4. Whitman asks, “Who makes much of a miracle? ” but for him everything is miracle. “…walk the streets of Manhattan,” “…dart my sights over…” Because not everyone can walk or see, because hundreds of people in the world are blind or paralyzed, you need to be thankful for the “blessings. Also at the end, he asks “what stranger miracles are there? ” The word ‘stranger’ suggests the meaning, rather, different and larger than life scenes and crowd gathering occurrences. However, he’s actually recognizing the things people take for granted are miracles, no matter how small.
5. The goal of this poem, as told above, is to get people to thank for things they don’t see as miracles. He wants the audience to be acknowledged with the fact that all things, small or big, are miraculous.
6. By listing the small things we do in our everyday life and the nature that has always been there, at least we think they’ve always been there, Whitman reaches the audience easily. And by explaining and giving details to the small things that wasn’t very extraordinary in our lives, the author lets audience think deeper about those things. Whitman uses the word “or” continuously to emphasize the strong verbs. Verbs like “dart” and “wade” suggests very vivid and lively language. Also, he tries to address the opening question with his observation that the commonplace and conversation with someone he loves are miracles. He uses “hives,” “streets,” “table at dinner” as the examples of the common places.

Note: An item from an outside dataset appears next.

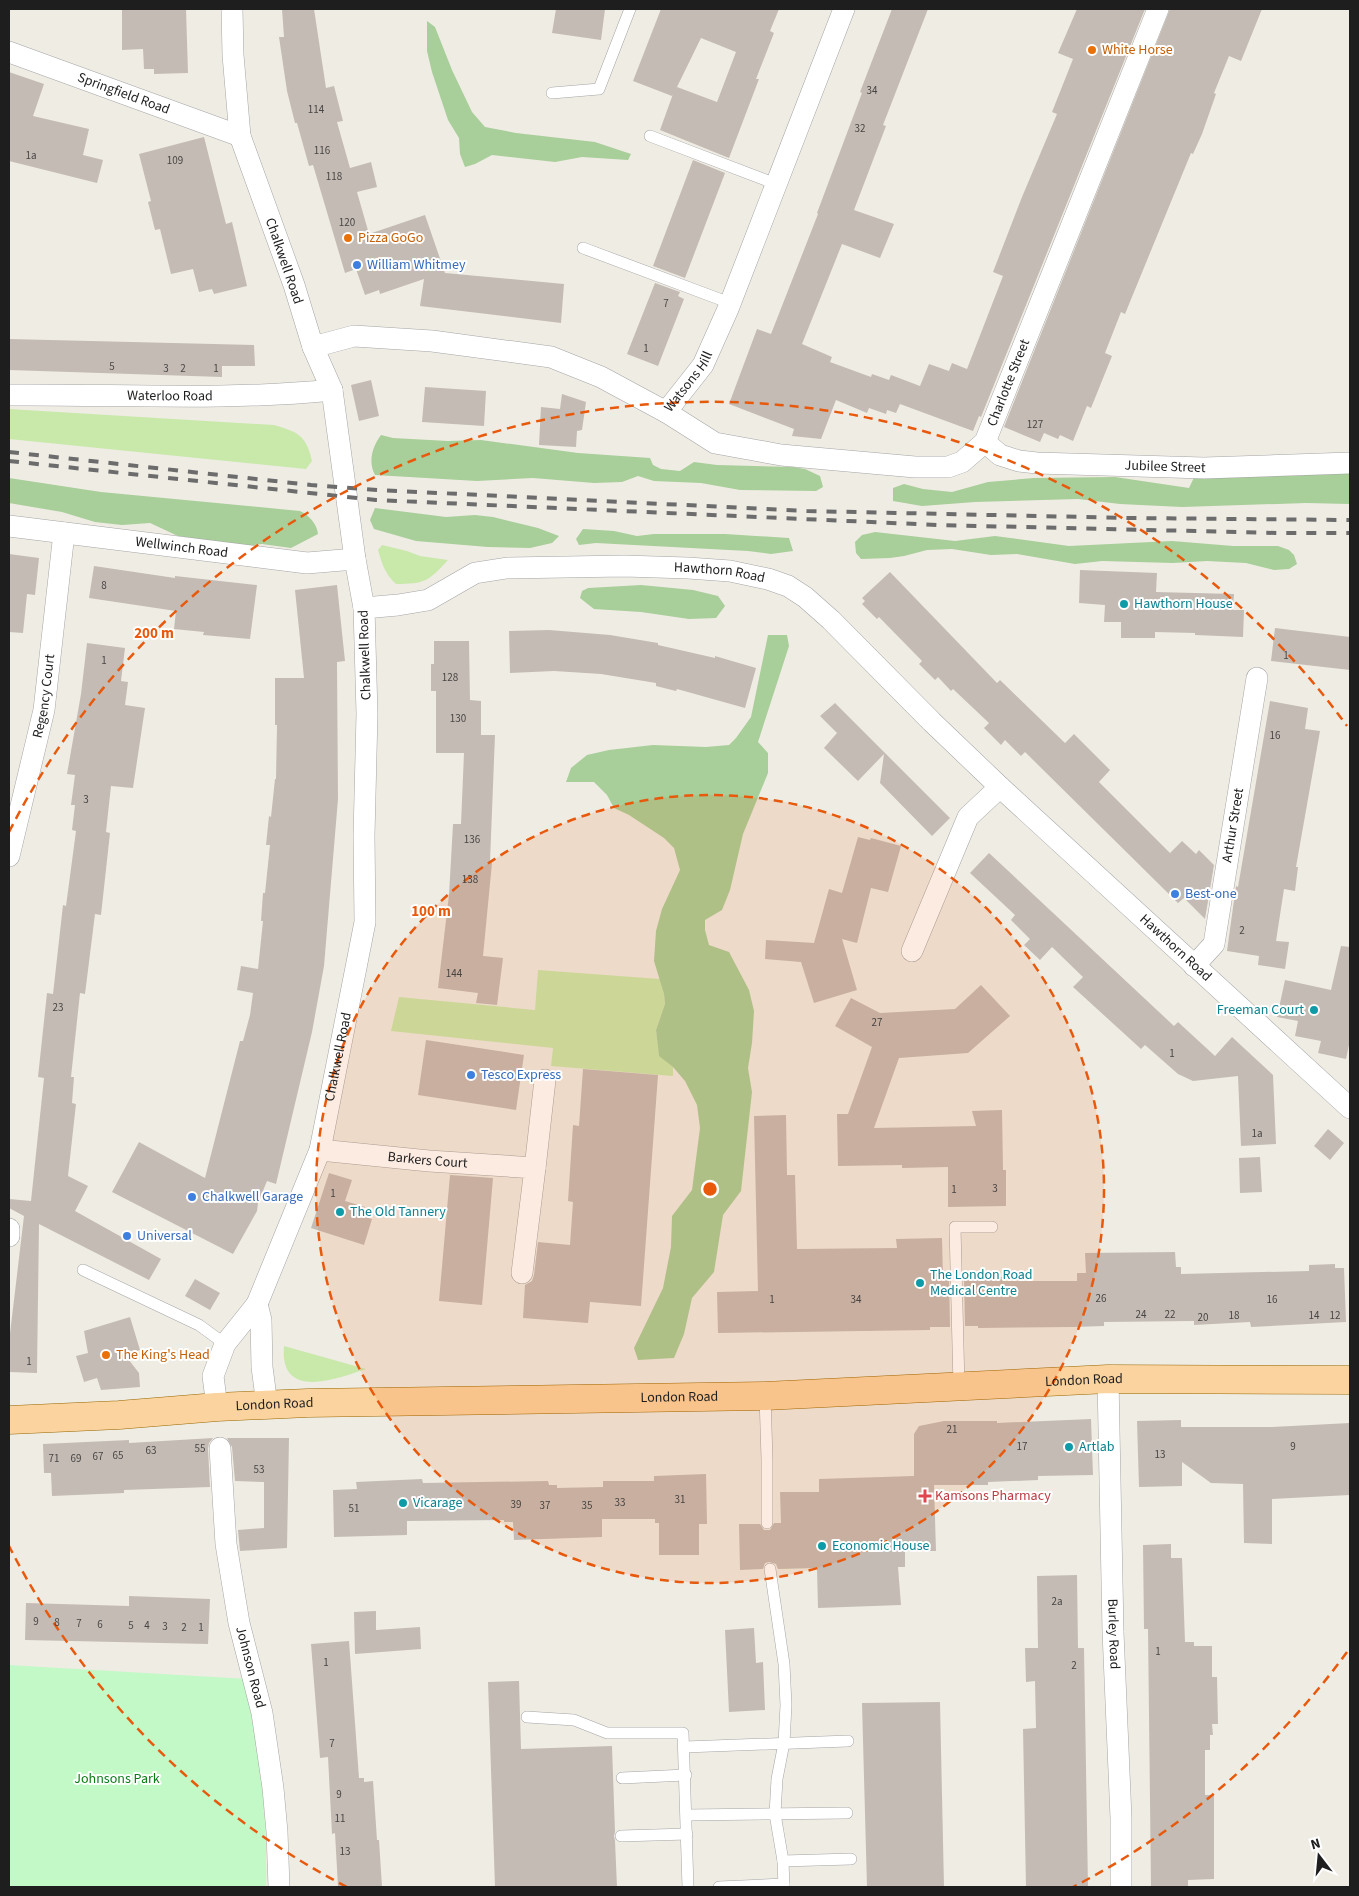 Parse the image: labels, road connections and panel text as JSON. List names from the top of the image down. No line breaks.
{"streets":{"main road":["London Road"],"street":["Springfield Road","Chalkwell Road","Watsons Hill","Charlotte Street","Waterloo Road","Jubilee Street","Wellwinch Road","Hawthorn Road","Regency Court","Arthur Street","Barkers Court","Burley Road","Johnson Road"]},"crossings":[["Springfield Road","Chalkwell Road"],["Chalkwell Road","Watsons Hill"],["Chalkwell Road","Waterloo Road"],["Chalkwell Road","Wellwinch Road"],["Chalkwell Road","Hawthorn Road"],["Chalkwell Road","Barkers Court"],["Chalkwell Road","London Road"],["Watsons Hill","Charlotte Street"],["Charlotte Street","Jubilee Street"],["Wellwinch Road","Regency Court"],["Hawthorn Road","Arthur Street"],["London Road","Burley Road"]],"parks":["Johnsons Park"],"places":{"other":["White Horse","Pizza GoGo","William Whitmey","Hawthorn House","Best-one","Freeman Court","Tesco Express","Chalkwell Garage","The Old Tannery","Universal","The London Road Medical Centre","The King's Head","Artlab","Vicarage","Economic House"],"health":["Kamsons Pharmacy"]},"house_numbers":["34","114","32","116","1a","109","118","120","7","1","5","3","2","1","127","8","1","1","128","130","16","3","136","138","2","144","23","27","1","1a","3","1","1","26","1","34","16","24","22","18","14","12","20","1","21","17","9","55","63","13","65","67","71","69","53","31","33","39","37","35","51","2a","9","8","7","6","5","4","3","2","1","1","1","2","7","9","11","13"],"north":"top","rings":["200 m","100 m"]}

7. Whitman frequently uses imagery in his poem to accomplish is goal. “Wade with naked feet along the beach just in the edge of the water” and “the exquisite delicate thin curve of the new moon in spring” are examples of imagery. He also uses repetition for rhythm of the poem. The word “or” and “every” begin the most of the lines of this poem. He uses a list poem as the form of this work. By adding vivid language, repetition, deliberate structure and enthusiastic sound, he makes this poem come alive.
8. The form of this poem is a list. He opens by asking a rhetorical question “why, who makes much of a miracle? ” He addresses the question but not answer it in between. At the end, another rhetorical question is asked, “What stranger miracles are there? ” He doesn’t answer the question purposely in order to let audience think of other miraculous things that can be found in everyday life.